On 15/12/2023 8:59 pm, Imran Khan wrote:
> Hello Vincent,
> Thanks a lot for having a look and getting back.
> 
> On 15/12/2023 7:11 pm, Vincent Guittot wrote:
>> On Fri, 15 Dec 2023 at 06:27, Imran Khan <imran.f.khan@oracle.com> wrote:
>>>
>>> It has been found that sometimes a task_group has some residual
>>> load_avg even though the load average at each of its owned queues
>>> i.e task_group.cfs_rq[cpu].avg.load_avg and task_group.cfs_rq[cpu].
>>> tg_load_avg_contrib have become 0 for a long time.
>>> Under this scenario if another task starts running in this task_group,
>>> it does not get proper time share on CPU since pre-existing
>>> load average of task group inversely impacts the new task's CPU share
>>> on each CPU.
>>>
>>> This change looks for the condition when a task_group has no running
>>> tasks and sets the task_group's load average to 0 in such cases, so
>>> that tasks that run in future under this task_group get the CPU time
>>> in accordance with the current load.
>>>
>>> Signed-off-by: Imran Khan <imran.f.khan@oracle.com>
>>> ---
>>>
>>
>> [...]
>>
>>>
>>> 4. Now move systemd-udevd to one of these test groups, say test_group_1, and
>>> perform scale up to 124 CPUs followed by scale down back to 4 CPUs from the
>>> host side.
>>
>> Could it be the root cause of your problem ?
>>
>> The cfs_rq->tg_load_avg_contrib of the 120 CPUs that have been plugged
>> then unplugged,  have not been correctly removed from tg->load_avg. If
>> the cfs_rq->tg_load_avg_contrib of the 4 remaining CPUs is 0 then
>> tg->load_avg should be 0 too.
>>
> Agree and this was my understanding as well. The issue only happens
> with large number of CPUs. For example if I go from 4 to 8 and back to
> 4 , the issue does not happen and even if it happens the residual load
> avg is very little.
> 
>> Could you track that the cfs_rq->tg_load_avg_contrib is correctly
>> removed from tg->load_avg when you unplug the CPUs ? I can easily
>> imagine that the rate limit can skip some update of tg- >load_avg
>> while offlining the cpu
>>
> 
> I will try to trace it but just so you know this issue is happening on other
> kernel versions (which don't have rate limit feature) as well. I started
> with v4.14.x but have tested and found it on v5.4.x and v5.15.x as well.
> 
I collected some debug trace to understand the missing load avg
context better. From the traces it looks like during scale down,
the task_group.cfs_rq[cpu].avg.load_avg is not getting updated
properly for CPU(s) being hotplugged out.
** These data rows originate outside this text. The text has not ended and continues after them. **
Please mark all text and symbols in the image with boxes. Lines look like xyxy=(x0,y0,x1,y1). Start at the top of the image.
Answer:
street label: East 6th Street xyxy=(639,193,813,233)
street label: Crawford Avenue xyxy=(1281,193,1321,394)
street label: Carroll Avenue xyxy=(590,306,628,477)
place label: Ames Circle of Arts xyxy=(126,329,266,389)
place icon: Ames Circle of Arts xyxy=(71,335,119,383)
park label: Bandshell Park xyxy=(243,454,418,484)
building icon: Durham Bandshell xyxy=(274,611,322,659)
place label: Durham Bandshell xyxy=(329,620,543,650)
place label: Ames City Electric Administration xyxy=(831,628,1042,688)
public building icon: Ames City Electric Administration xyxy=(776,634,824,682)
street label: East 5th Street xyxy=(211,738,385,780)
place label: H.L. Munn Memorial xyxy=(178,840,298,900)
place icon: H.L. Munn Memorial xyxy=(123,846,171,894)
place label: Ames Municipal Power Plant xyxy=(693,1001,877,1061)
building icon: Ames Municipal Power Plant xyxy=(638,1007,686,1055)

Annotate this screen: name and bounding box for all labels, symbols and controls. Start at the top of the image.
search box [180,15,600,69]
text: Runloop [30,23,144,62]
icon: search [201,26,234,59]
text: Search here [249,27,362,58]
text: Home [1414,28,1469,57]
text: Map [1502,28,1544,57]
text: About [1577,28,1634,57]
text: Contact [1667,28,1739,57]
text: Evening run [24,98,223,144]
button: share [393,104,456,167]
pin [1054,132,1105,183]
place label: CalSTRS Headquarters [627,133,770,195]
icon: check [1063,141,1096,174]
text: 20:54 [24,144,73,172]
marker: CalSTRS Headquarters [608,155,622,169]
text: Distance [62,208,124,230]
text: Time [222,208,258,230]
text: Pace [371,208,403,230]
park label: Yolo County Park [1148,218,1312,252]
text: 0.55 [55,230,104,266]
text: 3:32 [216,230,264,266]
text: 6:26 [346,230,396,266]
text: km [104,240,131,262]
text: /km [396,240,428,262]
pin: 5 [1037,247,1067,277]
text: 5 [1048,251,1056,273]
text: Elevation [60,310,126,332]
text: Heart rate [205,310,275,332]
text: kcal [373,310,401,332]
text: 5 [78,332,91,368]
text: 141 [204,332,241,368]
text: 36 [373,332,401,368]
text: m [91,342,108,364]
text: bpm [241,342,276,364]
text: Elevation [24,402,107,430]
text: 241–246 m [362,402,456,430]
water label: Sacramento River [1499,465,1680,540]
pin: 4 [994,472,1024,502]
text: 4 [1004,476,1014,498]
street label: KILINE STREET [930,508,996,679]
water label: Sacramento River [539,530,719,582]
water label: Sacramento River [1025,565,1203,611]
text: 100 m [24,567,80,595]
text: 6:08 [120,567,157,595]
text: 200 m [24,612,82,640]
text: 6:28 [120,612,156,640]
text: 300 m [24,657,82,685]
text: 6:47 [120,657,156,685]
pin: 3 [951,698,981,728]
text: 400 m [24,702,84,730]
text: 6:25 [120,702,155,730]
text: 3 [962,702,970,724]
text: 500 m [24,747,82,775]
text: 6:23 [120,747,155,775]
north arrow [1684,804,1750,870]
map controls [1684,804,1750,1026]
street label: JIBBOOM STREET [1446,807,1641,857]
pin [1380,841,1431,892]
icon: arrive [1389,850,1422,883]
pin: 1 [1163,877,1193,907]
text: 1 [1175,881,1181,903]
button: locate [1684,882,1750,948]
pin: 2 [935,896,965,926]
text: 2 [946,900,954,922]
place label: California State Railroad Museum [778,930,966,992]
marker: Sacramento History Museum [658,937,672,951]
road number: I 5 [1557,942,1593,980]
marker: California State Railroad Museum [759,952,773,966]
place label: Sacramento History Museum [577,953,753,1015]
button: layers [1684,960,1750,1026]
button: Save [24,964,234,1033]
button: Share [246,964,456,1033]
For example if we look at following snippet (I have kept
only the relevant portion of trace in the mail), we can see that,
in the last invocation of update_tg_load_avg for task_group.cfs_rq[11]
both the load avg and contribution of this cfs_rq were 1024.
So delta was zero and this contribution eventually remains undeducted.
In this case scale down was done from 16 to 8 CPUs, so CPU 11 has been
offlined.


cpuhp/15-131605  [015] d...  6112.350658: update_tg_load_avg.constprop.124:
   cfs_of_cpu=5 cfs_rq->avg.load_avg = 0, cfs_rq->tg_load_avg_contrib = 0
   tg->load_avg = 0 delta = 0 ###
 systemd-udevd-894 [005] d...  6112.351096: update_tg_load_avg.constprop.124:
   cfs_of_cpu=11 cfs_rq->avg.load_avg = 1024, cfs_rq->tg_load_avg_contrib = 0
   tg->load_avg = 0 delta = 1024 ###
 systemd-udevd-894 [005] d...  6112.351165: update_tg_load_avg.constprop.124:
   cfs_of_cpu=5 cfs_rq->avg.load_avg = 10, cfs_rq->tg_load_avg_contrib = 0
   tg->load_avg = 1024 delta = 10 ###

.........................
.........................
 cat-128667  [006] d...  6112.504633: update_tg_load_avg.constprop.124:
   cfs_of_cpu=11 cfs_rq->avg.load_avg = 0, cfs_rq->tg_load_avg_contrib = 0
   tg->load_avg = 3085 delta = 0 ###
.........................
 sh-142414  [006] d...  6112.505392: update_tg_load_avg.constprop.124:
   cfs_of_cpu=11 cfs_rq->avg.load_avg = 1024, cfs_rq->tg_load_avg_contrib = 0
   tg->load_avg = 4041 delta = 1024 ###
.........................
 cat-128667  [006] d...  6112.504633: update_tg_load_avg.constprop.124:
   cfs_of_cpu=11 cfs_rq->avg.load_avg = 0, cfs_rq->tg_load_avg_contrib = 0
   tg->load_avg = 3085 delta = 0 ###
..........................
 sh-142414  [006] d...  6112.505392: update_tg_load_avg.constprop.124:
   cfs_of_cpu=11 cfs_rq->avg.load_avg = 1024, cfs_rq->tg_load_avg_contrib = 0
   tg->load_avg = 4041 delta = 1024 ###
..........................
 systemd-run-142416  [011] d.h.  6112.506547: update_tg_load_avg.constprop.124:
   cfs_of_cpu=11 cfs_rq->avg.load_avg = 1024, cfs_rq->tg_load_avg_contrib = 1024
   tg->load_avg = 3010 delta = 0 ###
..........................
 systemd-run-142416  [011] d.h.  6112.507546: update_tg_load_avg.constprop.124:
   cfs_of_cpu=11 cfs_rq->avg.load_avg = 1024, cfs_rq->tg_load_avg_contrib = 1024
   tg->load_avg = 3010 delta = 0 ### <-- last invocation for cfs_rq[11]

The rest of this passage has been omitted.